The purpose of echo: echo strengthens the original sound and measures the distance and depth by echo.

The vibration of a string, a drumhead or a vocal cord makes the nearby air particles produce the same vibration, and these particles transfer the vibration to other particles, and so on until the initial energy is gradually exhausted. The process of pressure spreading to the adjacent air produces what we call sound waves. Sound waves are different from water waves produced by water movement. Sound waves do not move forward, but the vibration of air particles produces alternating pressure, which is transmitted to human or animal eardrums in turn to produce the same effect (that is, vibration), resulting in our subjective "sound" effect.

Judging different pitches or intervals, people's hearing follows a sensory law called Weber-Fechner Law. This law states that the increase of sensation is equal to the proportion of stimulation. The octave of pitch is the frequency ratio of 2: 1. There are two "limit points" to judge the loudness of sound: auditory valve and pain valve. If the sound intensity is considered as 1 at the limit point of auditory valve, it is 1 trillion at the limit point of pain valve. According to Weber-Fechner law, the loudness level used by vocalists is logarithmic, based on the intensity ratio of 10: 1, which is known as 1 Bell. The perceived range of loudness is divided into 12 large units, and the increment of 10 decibel is divided into 10 smaller increments, that is, 10 decibel. The loudness difference of 1 dB is about the smallest change that the human ear can feel to our hearing in the midrange.

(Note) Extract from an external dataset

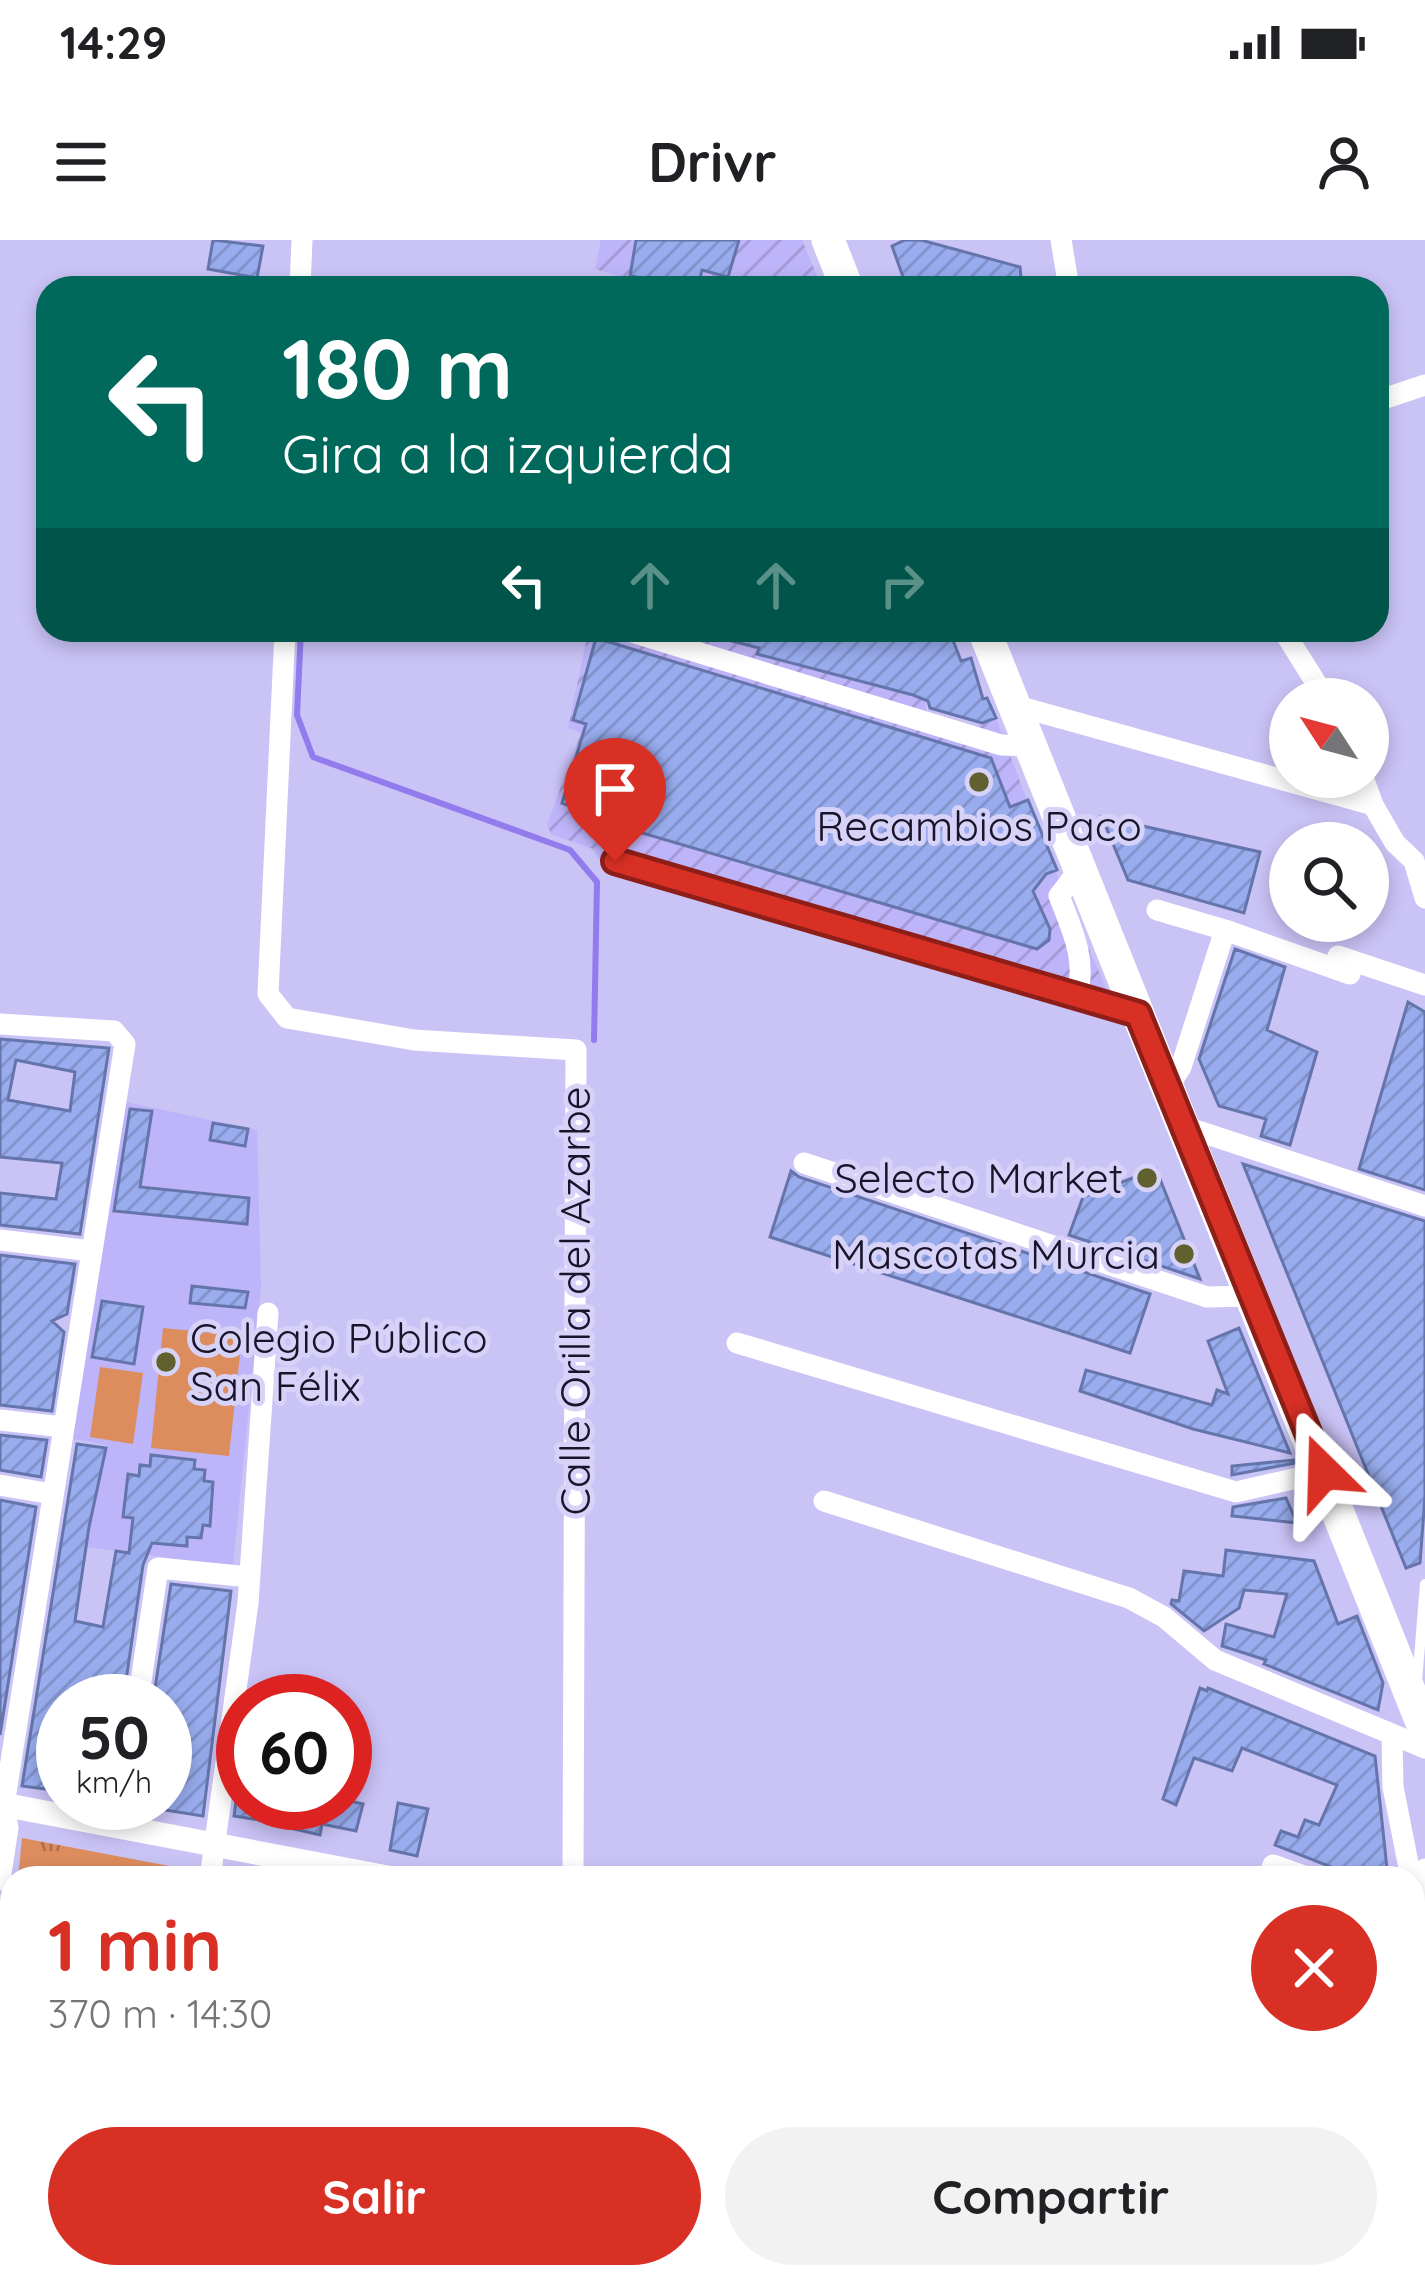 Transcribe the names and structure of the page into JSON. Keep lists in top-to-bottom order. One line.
{"streets":{"street":["Calle Orilla del Azarbe"]},"places":["Recambios Paco","Selecto Market","Mascotas Murcia","Colegio Público San Félix"],"north":"top left","page":{"status":"14:29","header":"Drivr","turn":["180 m","Gira a la izquierda"],"speed":"50 km/h","limit":"60","heading":["1 min","370 m · 14:30"],"buttons":["Salir","Compartir"]}}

When we listen to two sounds with similar vibration frequencies at the same time, their vibrations will inevitably appear in the form of overlapping in a fixed interval, and the sounds will strengthen each other in feeling, so this time is called a beat. In the process of adjusting the pitch of one string to the pitch of another string, Piano tuner will hear the frequency of the vibration difference decrease until it gradually disappears with the correct tuning. When the rate of vibration difference exceeds 20 times per second, a soft bass will be heard.

When we listen to two loud sounds at the same time, we will produce a third sound, that is, a combination sound or a synthetic sound. This bass is equivalent to the difference in the number of vibrations of two sounds, which is called the difference sound. It can also produce a fourth sound (weak high synthesis sound), which is equivalent to the sum of the vibration numbers of the two sounds, and is called a harmony sound.

Just as light can be reflected, so can sound, such as the echo we have all heard. Similarly, if there is an obstacle blocking the passage of sound vibration, it will produce sound shadow. However, unlike optical vibration, acoustic vibration often "diffracts" around obstacles, and not any solid can produce a complete sound shadow. Most solids propagate acoustic vibration to varying degrees, while only a few solids (such as glass) propagate optical vibration.

The word resonance refers to the reaction of an object to a specific sound, that is, the object vibrates because of that sound. If two tuning forks with the same tuning are placed close to each other, one of them will make a sound, and the other will make a corresponding vibration, which will also make this sound. At this time, the tuning fork that sounds first is the sounder, and then the resonant tuning fork is the resonator. We often find that a window in a church vibrates in response to a certain sound of the organ; Metal or glass objects in a room will have a similar reaction to the sound of a particular human voice or instrument.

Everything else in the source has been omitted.